> **Task prompt**:
Go through the data line by line. Copy each one holding the string "absolute".
++++ Material for the task
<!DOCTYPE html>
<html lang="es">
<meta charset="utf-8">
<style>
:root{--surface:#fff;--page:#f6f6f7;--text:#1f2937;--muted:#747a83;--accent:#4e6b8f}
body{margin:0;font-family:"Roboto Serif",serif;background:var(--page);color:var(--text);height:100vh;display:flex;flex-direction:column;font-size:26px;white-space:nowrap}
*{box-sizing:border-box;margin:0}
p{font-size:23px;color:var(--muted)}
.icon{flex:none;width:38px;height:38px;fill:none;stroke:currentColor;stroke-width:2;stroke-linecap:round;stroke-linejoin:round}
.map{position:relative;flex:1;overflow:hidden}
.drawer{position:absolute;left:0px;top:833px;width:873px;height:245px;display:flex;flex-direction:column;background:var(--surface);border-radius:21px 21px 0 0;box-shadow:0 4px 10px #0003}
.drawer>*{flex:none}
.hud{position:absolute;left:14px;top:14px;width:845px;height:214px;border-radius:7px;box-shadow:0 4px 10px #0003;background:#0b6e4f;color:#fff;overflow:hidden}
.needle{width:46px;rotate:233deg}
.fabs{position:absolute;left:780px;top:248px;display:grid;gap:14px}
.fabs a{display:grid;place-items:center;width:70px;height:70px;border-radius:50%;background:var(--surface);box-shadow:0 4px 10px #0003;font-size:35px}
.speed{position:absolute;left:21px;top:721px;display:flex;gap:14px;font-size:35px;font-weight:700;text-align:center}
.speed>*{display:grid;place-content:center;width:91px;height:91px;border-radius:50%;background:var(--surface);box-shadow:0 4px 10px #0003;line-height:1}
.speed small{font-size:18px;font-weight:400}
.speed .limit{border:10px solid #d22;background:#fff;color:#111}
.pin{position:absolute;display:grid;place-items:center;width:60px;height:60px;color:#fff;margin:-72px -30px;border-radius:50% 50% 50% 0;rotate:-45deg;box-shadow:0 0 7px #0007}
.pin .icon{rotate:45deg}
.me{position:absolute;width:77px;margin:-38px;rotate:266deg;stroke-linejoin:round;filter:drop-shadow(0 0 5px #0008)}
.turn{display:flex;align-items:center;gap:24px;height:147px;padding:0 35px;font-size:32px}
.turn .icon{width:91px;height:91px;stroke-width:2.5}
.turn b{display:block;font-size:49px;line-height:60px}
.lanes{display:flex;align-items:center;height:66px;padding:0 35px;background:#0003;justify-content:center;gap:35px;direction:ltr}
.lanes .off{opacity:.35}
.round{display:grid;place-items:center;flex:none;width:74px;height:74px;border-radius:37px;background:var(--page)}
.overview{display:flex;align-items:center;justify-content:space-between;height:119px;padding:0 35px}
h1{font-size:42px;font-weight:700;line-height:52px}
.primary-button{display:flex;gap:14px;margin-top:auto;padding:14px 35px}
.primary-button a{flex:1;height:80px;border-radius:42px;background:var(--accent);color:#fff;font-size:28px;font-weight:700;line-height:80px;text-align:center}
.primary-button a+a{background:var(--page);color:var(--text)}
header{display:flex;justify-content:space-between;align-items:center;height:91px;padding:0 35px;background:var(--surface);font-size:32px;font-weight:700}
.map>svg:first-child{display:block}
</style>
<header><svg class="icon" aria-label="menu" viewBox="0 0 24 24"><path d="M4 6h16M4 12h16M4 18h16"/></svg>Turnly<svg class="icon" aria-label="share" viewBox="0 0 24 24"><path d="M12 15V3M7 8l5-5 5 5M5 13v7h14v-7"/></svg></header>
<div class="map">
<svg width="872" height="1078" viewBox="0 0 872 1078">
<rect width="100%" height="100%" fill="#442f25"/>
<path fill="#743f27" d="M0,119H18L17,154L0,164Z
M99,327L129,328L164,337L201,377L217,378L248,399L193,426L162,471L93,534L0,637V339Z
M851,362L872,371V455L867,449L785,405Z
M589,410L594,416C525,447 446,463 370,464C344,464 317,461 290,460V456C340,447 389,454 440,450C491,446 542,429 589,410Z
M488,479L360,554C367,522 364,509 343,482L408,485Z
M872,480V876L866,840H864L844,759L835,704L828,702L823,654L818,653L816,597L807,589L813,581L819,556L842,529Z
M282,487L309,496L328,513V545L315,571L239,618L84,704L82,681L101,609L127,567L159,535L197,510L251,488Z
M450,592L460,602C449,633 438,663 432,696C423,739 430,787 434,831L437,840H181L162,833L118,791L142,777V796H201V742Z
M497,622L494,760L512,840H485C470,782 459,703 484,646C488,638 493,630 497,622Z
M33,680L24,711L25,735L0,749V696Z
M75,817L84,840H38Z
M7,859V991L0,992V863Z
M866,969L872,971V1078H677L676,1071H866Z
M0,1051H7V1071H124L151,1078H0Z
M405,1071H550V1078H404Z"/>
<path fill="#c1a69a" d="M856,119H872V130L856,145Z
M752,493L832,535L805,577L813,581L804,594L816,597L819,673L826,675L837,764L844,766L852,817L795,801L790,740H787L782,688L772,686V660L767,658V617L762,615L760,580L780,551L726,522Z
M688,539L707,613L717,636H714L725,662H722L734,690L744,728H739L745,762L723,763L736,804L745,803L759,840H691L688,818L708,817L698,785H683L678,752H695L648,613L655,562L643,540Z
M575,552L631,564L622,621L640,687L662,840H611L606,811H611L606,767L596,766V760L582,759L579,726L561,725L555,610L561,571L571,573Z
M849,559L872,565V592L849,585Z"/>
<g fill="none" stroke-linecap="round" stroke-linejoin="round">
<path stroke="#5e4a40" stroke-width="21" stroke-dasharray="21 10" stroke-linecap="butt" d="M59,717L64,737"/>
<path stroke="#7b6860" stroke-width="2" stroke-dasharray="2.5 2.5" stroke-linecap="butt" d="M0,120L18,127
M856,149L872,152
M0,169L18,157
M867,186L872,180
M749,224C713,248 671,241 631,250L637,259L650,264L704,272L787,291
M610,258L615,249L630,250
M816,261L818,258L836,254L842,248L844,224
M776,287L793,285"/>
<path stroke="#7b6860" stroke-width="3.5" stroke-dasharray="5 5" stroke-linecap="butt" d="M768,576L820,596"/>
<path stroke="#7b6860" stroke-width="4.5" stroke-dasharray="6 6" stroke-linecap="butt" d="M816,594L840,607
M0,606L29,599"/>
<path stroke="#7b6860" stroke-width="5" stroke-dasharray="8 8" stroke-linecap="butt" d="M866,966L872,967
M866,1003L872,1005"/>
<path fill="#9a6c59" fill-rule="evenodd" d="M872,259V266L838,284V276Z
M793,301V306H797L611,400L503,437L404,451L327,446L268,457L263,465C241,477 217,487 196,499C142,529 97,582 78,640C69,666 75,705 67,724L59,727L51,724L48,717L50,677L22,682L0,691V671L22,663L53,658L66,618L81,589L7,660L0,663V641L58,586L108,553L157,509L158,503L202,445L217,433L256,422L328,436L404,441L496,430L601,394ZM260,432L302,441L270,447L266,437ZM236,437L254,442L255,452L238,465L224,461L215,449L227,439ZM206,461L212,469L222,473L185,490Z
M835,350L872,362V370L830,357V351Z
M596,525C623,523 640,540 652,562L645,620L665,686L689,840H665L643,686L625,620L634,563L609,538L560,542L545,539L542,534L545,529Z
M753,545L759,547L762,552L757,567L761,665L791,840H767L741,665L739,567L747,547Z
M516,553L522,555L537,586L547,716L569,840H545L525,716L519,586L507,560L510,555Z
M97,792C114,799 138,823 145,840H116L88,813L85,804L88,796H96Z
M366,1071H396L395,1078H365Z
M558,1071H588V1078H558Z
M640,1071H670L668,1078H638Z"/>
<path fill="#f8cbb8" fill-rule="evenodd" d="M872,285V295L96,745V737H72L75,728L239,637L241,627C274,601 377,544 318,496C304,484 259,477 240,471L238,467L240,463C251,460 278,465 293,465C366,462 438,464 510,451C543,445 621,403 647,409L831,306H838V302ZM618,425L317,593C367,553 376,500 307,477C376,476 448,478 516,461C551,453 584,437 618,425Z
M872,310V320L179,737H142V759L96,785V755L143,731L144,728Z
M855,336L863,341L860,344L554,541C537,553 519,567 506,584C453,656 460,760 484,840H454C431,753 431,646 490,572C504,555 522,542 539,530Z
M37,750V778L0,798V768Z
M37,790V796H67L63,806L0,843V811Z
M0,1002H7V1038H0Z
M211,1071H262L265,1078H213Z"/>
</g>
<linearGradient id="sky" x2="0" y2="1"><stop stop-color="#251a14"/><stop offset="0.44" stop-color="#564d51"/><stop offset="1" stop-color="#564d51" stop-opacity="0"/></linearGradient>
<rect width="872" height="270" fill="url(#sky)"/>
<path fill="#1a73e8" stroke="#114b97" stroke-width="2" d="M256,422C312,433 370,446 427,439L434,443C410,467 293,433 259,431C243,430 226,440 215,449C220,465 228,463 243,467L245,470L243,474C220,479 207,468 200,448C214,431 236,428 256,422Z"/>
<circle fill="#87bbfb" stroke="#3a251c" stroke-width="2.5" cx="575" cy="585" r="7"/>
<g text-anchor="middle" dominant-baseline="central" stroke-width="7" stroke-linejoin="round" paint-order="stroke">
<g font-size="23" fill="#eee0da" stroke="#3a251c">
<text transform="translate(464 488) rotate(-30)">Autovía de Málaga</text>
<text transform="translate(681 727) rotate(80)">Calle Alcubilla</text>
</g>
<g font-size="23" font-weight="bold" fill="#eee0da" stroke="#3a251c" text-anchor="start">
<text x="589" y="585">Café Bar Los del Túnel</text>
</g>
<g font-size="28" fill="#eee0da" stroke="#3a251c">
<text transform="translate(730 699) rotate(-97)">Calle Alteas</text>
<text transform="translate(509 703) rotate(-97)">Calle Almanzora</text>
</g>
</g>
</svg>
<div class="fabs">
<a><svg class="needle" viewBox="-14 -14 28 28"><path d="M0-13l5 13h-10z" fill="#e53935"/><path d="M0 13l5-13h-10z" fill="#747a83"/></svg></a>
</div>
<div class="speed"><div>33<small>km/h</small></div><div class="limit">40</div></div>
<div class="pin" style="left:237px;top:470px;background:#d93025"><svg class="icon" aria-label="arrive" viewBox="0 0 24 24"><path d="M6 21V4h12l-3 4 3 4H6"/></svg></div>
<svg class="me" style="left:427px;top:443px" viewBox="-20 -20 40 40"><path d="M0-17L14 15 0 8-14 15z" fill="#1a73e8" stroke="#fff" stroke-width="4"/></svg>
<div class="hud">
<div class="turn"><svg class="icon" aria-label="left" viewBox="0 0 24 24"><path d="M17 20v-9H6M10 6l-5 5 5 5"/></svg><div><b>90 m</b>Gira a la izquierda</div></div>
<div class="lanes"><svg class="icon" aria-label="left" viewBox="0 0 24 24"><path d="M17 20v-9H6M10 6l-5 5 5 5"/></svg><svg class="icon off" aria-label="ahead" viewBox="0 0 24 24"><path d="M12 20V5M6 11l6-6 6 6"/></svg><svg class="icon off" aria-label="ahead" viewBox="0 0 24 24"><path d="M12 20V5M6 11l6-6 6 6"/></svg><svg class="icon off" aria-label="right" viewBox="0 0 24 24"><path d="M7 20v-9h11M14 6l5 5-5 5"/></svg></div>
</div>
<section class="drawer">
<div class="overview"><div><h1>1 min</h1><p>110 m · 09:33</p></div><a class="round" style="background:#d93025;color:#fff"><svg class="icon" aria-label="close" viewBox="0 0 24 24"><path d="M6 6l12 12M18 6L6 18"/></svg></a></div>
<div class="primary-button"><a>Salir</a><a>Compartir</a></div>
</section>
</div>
++++++++
> **Task output**:
.drawer{position:absolute;left:0px;top:833px;width:873px;height:245px;display:flex;flex-direction:column;background:var(--surface);border-radius:21px 21px 0 0;box-shadow:0 4px 10px #0003}
.hud{position:absolute;left:14px;top:14px;width:845px;height:214px;border-radius:7px;box-shadow:0 4px 10px #0003;background:#0b6e4f;color:#fff;overflow:hidden}
.fabs{position:absolute;left:780px;top:248px;display:grid;gap:14px}
.speed{position:absolute;left:21px;top:721px;display:flex;gap:14px;font-size:35px;font-weight:700;text-align:center}
.pin{position:absolute;display:grid;place-items:center;width:60px;height:60px;color:#fff;margin:-72px -30px;border-radius:50% 50% 50% 0;rotate:-45deg;box-shadow:0 0 7px #0007}
.me{position:absolute;width:77px;margin:-38px;rotate:266deg;stroke-linejoin:round;filter:drop-shadow(0 0 5px #0008)}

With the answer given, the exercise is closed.